Seemingly at the crest of her popularity, Joni decided to take a break from touring and recording to go to Europe to concentrate on painting, composing, and finding herself.  Her relationship with Nash was already shaky and while she was gone he sent her a telegram ending it.  She had a short but intense relationship with an American named Cary Raditz, who was the “redneck on a Grecian Isle” during her stay on Crete.  Later, she entered a passionate affair with James Taylor who she has said could have been “the love of my life” that ended due to his own rise to stardom and his heroin addiction.

James Taylor performing with Joni Mitchell.  He could have been the love of her life but his heroine addiction got in the way.

Taylor Swift and Adelle have specialized in sometimes wrenching self-confession about their love lives in their music.  Mitchel did it first.  The album Blue plumbed all of those failed relationships.  River was inspired by the break-up with Nash.  In a 1979 interview she recalled.
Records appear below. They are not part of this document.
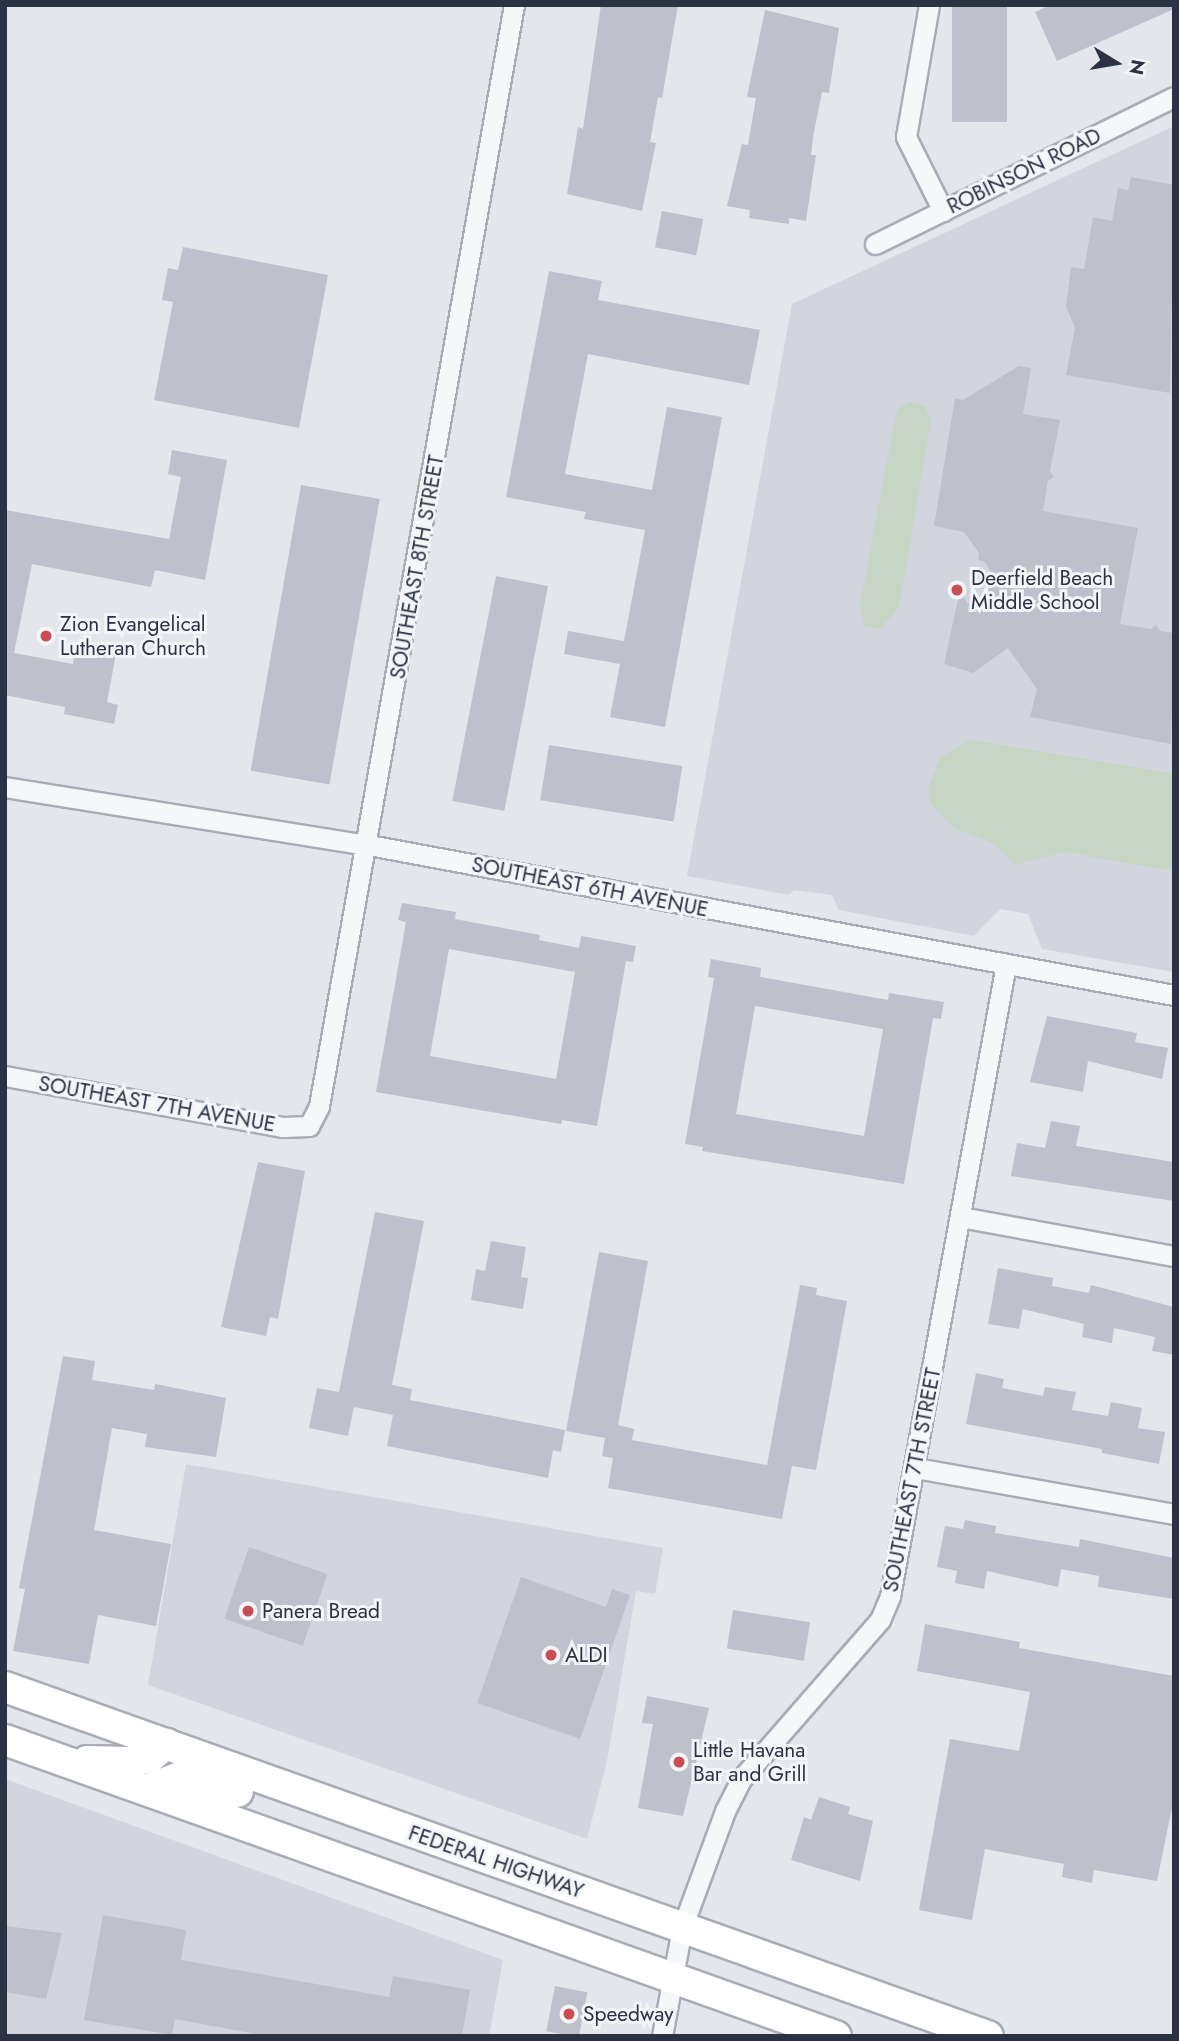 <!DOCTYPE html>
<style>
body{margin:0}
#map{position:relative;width:1179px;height:2041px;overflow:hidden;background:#e3e6eb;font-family:Jost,sans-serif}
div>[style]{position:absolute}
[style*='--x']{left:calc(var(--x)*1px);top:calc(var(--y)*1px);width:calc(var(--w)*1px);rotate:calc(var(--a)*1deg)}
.built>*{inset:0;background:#d2d5dd}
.green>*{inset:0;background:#c7d5c5}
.building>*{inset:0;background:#bec1cb;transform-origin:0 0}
.roads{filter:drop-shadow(2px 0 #a8acb5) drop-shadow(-2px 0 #a8acb5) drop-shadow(0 2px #a8acb5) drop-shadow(0 -2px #a8acb5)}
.street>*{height:19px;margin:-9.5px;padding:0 9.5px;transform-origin:9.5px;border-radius:9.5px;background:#f6f7f9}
.primary>*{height:30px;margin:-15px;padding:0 15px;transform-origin:15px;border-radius:15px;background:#fff}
.dots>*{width:19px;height:19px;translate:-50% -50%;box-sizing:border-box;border:4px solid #f3f5f8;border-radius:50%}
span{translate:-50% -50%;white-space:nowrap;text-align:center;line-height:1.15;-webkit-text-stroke:6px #f3f5f8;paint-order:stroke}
.street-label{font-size:21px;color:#2b3243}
.poi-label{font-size:21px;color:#2b3243}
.left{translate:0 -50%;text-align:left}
.frame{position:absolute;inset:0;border:7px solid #2b3243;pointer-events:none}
.north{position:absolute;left:1081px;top:28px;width:70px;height:70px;-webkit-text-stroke:5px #f3f5f8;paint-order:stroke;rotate:101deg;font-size:19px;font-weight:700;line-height:28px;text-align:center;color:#2b3243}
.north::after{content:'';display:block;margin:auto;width:24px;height:32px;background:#2b3243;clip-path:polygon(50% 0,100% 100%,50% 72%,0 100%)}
</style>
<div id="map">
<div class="built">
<i style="clip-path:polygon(1174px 126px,1174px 972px,1042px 949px,1028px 914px,1000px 909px,974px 936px,839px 910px,832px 895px,794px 890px,789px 895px,687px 876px,792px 304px)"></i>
<i style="clip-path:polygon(186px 1464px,663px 1548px,655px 1594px,636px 1591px,607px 1761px,587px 1839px,148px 1685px)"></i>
<i style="clip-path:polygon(5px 1779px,503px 1960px,489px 2036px,5px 2036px)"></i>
</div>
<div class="green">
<i style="clip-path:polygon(909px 402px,925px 406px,931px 421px,899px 606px,881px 629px,864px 626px,860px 606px,894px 423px,898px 409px)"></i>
<i style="clip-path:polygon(971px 740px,1174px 774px,1174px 871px,1065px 852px,1015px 865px,994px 843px,955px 829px,931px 804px,928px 789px,940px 757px)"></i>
</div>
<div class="building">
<i style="clip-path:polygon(601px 5px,678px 5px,662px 98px,658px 97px,650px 142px,656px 143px,642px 211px,567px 194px,578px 127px,583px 129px)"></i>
<i style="left:952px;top:5px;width:55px;height:117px"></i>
<i style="clip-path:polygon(1050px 5px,1174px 5px,1174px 9px,1057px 61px,1035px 12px)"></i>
<i style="clip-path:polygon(765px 10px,839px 28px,829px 93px,822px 92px,813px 137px,811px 155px,816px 155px,806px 221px,789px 218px,789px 224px,749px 218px,750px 210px,727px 206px,742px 144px,748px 145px,756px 98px,747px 97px)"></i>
<i style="clip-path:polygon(1131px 177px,1174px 185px,1170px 393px,1066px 375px,1075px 327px,1066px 307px,1071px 267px,1084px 269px,1093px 217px,1112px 221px,1118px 188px,1128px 190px)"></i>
<i style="left:662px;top:211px;width:42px;height:37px;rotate:11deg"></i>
<i style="clip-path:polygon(183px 247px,328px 275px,299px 428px,154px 400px,173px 302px,162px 300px,168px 268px,178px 270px)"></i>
<i style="clip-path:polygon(549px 271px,602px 281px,598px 300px,760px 330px,749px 385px,588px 354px,565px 474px,652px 490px,667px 407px,722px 417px,665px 727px,610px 717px,620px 664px,564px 654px,568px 631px,624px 641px,645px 530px,584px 519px,586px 512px,506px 497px)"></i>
<i style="clip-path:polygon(1019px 366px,1031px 368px,1023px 414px,1060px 420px,1050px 471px,1054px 477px,1048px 481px,1043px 511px,1138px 528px,1120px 624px,1151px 629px,1156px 625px,1160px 631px,1174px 633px,1171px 744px,1030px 717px,1037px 689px,1008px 648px,973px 673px,944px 664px,960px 590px,968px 604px,998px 582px,985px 562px,978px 560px,979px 553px,964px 532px,934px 526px,955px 398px,963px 400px)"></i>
<i style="clip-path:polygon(172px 450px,227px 460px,205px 580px,155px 570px,151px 587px,32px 564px,14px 653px,73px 664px,76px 647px,116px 654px,107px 702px,118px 705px,114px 724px,64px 714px,65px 707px,5px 695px,5px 510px,169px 539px,181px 477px,168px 474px)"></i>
<i style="left:301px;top:485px;width:80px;height:290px;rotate:10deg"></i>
<i style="left:496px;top:576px;width:53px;height:229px;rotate:11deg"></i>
<i style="left:549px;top:745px;width:135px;height:56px;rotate:9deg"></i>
<i style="clip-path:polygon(evenodd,402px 903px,456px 912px,455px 919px,540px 935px,539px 940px,579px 948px,581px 936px,636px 946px,633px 962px,626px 961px,597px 1126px,562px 1120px,561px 1124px,376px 1092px,406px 922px,398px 920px,402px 903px,449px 949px,575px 972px,556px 1079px,430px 1056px,449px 949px)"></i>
<i style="clip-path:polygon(evenodd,711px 959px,761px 968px,760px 977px,888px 1000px,889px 993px,944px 1002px,941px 1019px,933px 1018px,904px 1184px,702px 1151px,703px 1147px,685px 1144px,714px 978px,708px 977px,711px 959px,755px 1006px,883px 1029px,864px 1136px,736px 1114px,755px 1006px)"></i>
<i style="clip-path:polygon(1047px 1016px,1137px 1033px,1135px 1042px,1168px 1048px,1162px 1079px,1088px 1061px,1083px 1092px,1030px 1082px)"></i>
<i style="clip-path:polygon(1051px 1121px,1080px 1126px,1076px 1146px,1174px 1162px,1174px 1201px,1011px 1176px,1017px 1143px,1045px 1148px)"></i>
<i style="clip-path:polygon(258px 1162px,305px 1171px,278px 1319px,270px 1317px,266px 1336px,221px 1327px)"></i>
<i style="clip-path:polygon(375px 1212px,424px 1221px,392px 1385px,412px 1389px,410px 1400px,565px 1430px,561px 1452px,553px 1450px,548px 1478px,387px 1446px,393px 1415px,354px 1407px,348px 1436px,309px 1428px,317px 1388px,339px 1392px)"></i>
<i style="clip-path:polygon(491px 1241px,526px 1247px,521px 1277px,528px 1278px,523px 1309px,471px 1300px,476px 1269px,485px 1271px)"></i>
<i style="clip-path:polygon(599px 1252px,648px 1261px,618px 1425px,634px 1429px,632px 1440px,767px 1465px,800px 1285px,817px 1288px,816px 1295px,847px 1301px,816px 1470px,792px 1466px,782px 1519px,608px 1488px,613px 1458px,602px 1456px,605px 1438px,566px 1431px)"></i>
<i style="clip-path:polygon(998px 1268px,1053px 1278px,1052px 1286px,1089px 1293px,1091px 1285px,1174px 1307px,1174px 1355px,1152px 1351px,1155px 1337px,1114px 1328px,1112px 1343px,1082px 1337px,1084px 1324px,1023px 1309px,1019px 1329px,988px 1324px)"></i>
<i style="clip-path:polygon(63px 1356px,95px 1361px,92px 1380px,154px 1390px,155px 1384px,226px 1398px,216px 1457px,145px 1447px,147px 1434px,112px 1428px,94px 1530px,171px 1544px,156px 1626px,98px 1615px,89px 1664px,13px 1651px,25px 1589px,19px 1588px)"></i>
<i style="clip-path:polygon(976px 1373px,1004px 1379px,1002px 1388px,1043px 1396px,1045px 1387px,1076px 1392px,1072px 1410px,1108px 1416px,1111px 1402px,1142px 1408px,1138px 1428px,1165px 1432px,1159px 1464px,1102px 1453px,1102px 1449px,966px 1424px)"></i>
<i style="clip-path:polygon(965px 1520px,996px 1526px,995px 1533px,1079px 1547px,1080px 1539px,1174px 1558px,1174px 1599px,1098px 1587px,1099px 1576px,1061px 1569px,1058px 1587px,987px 1571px,984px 1589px,955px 1583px,957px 1571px,937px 1567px,945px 1526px,963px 1529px)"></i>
<i style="left:249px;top:1547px;width:83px;height:76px;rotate:19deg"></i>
<i style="clip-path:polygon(521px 1577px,606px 1607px,612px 1589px,630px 1595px,580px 1739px,477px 1703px)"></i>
<i style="left:733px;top:1610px;width:78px;height:39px;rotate:9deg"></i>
<i style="clip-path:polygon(925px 1624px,1020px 1642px,1019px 1648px,1174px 1676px,1174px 1798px,1157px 1881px,1094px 1870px,1092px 1883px,1062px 1877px,1064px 1864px,985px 1849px,972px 1920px,919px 1910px,950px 1739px,1019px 1751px,1030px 1692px,917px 1671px)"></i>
<i style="clip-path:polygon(647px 1696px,709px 1708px,683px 1816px,638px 1808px,653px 1724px,642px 1723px)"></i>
<i style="clip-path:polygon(819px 1797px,850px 1807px,848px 1814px,873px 1821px,860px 1881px,791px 1860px,804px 1817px,811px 1820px)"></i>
<i style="clip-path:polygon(103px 1915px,186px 1930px,181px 1960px,389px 1997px,393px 1976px,470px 1990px,462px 2036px,267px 2036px,175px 2019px,172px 2035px,84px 2020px)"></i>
<i style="clip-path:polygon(5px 1926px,62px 1933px,46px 1999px,5px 1992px)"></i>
<i style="left:555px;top:1986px;width:33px;height:46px;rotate:11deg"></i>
</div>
<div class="roads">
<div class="street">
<i style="--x:929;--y:5;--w:134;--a:99.9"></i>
<i style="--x:906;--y:137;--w:83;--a:63.4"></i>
<i style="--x:875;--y:244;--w:333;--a:-26.2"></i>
<i style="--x:5;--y:787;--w:369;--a:9.1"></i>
<i style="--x:369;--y:845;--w:819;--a:10.56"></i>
<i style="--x:5;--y:1076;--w:283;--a:10.4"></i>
<i style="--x:283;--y:1127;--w:26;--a:-2"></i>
<i style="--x:309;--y:1126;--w:22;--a:-63"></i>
<i style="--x:319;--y:1106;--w:1118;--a:-79.96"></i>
<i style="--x:961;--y:1217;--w:217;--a:10.4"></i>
<i style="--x:916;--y:1468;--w:262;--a:10.1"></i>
<i style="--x:662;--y:2036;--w:110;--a:-79.5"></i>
<i style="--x:682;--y:1928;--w:125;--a:-69.8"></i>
<i style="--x:725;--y:1811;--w:37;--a:-63"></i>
<i style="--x:742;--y:1778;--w:210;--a:-48.9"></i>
<i style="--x:880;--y:1620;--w:26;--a:-67"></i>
<i style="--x:890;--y:1596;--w:643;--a:-79.6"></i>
</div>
<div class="primary">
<i style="--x:5;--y:1687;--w:1043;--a:19.55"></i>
<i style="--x:5;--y:1740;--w:882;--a:19.61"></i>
<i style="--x:87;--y:1761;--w:42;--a:1.4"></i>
<i style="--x:129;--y:1762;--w:22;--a:-13"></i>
<i style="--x:150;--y:1757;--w:21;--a:-39"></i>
<i style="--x:146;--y:1790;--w:33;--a:-21"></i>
<i style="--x:177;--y:1778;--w:24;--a:2"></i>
<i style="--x:201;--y:1779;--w:39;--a:19"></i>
</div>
</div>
<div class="dots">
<i style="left:957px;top:590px;background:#cb4d54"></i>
<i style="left:46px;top:636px;background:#cb4d54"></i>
<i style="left:248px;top:1611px;background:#cb4d54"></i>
<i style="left:551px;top:1655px;background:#cb4d54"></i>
<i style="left:679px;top:1762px;background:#cb4d54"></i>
<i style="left:569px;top:2014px;background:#cb4d54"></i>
</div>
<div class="street-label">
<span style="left:1024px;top:171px;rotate:-26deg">ROBINSON ROAD</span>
<span style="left:417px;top:567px;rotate:-80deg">SOUTHEAST 8TH STREET</span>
<span style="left:590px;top:887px;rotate:11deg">SOUTHEAST 6TH AVENUE</span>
<span style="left:157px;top:1104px;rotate:10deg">SOUTHEAST 7TH AVENUE</span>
<span style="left:912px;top:1480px;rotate:-79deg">SOUTHEAST 7TH STREET</span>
<span style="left:496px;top:1862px;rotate:19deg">FEDERAL HIGHWAY</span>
</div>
<div class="poi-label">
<span class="left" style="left:971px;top:590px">Deerfield Beach<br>Middle School</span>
<span class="left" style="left:60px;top:636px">Zion Evangelical<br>Lutheran Church</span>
<span class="left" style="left:262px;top:1611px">Panera Bread</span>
<span class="left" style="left:565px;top:1655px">ALDI</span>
<span class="left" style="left:693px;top:1762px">Little Havana<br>Bar and Grill</span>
<span class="left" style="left:583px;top:2014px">Speedway</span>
</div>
<div class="frame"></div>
<div class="north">N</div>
</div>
The Blue album, there’s hardly a dishonest note in the vocals. At that period of my life, I had no personal defenses. I felt like a cellophane wrapper on a pack of cigarettes. I felt like I had absolutely no secrets from the world and I couldn’t pretend in my life to be strong. Or to be happy. But the advantage of it in the music was that there were no defenses there either.

Blue was Mitchell's most critically acclaimed album and also her most raw and revelatory. 

Mitchell continued to have a remarkable, productive career.  She went on to explore new genres including jazz, R&B, Rock & Roll, classical and non-western forms.  She has received many accolades, including nine Grammy Awards and induction into the Rock and Roll Hall of Fame in 1997.  Rolling Stone called her “one of the greatest songwriters ever” and AllMusic said, “When the dust settles, Joni Mitchell may stand as the most important and influential female recording artist of the late 20th century.”

Her last studio album Shine was released in 2007.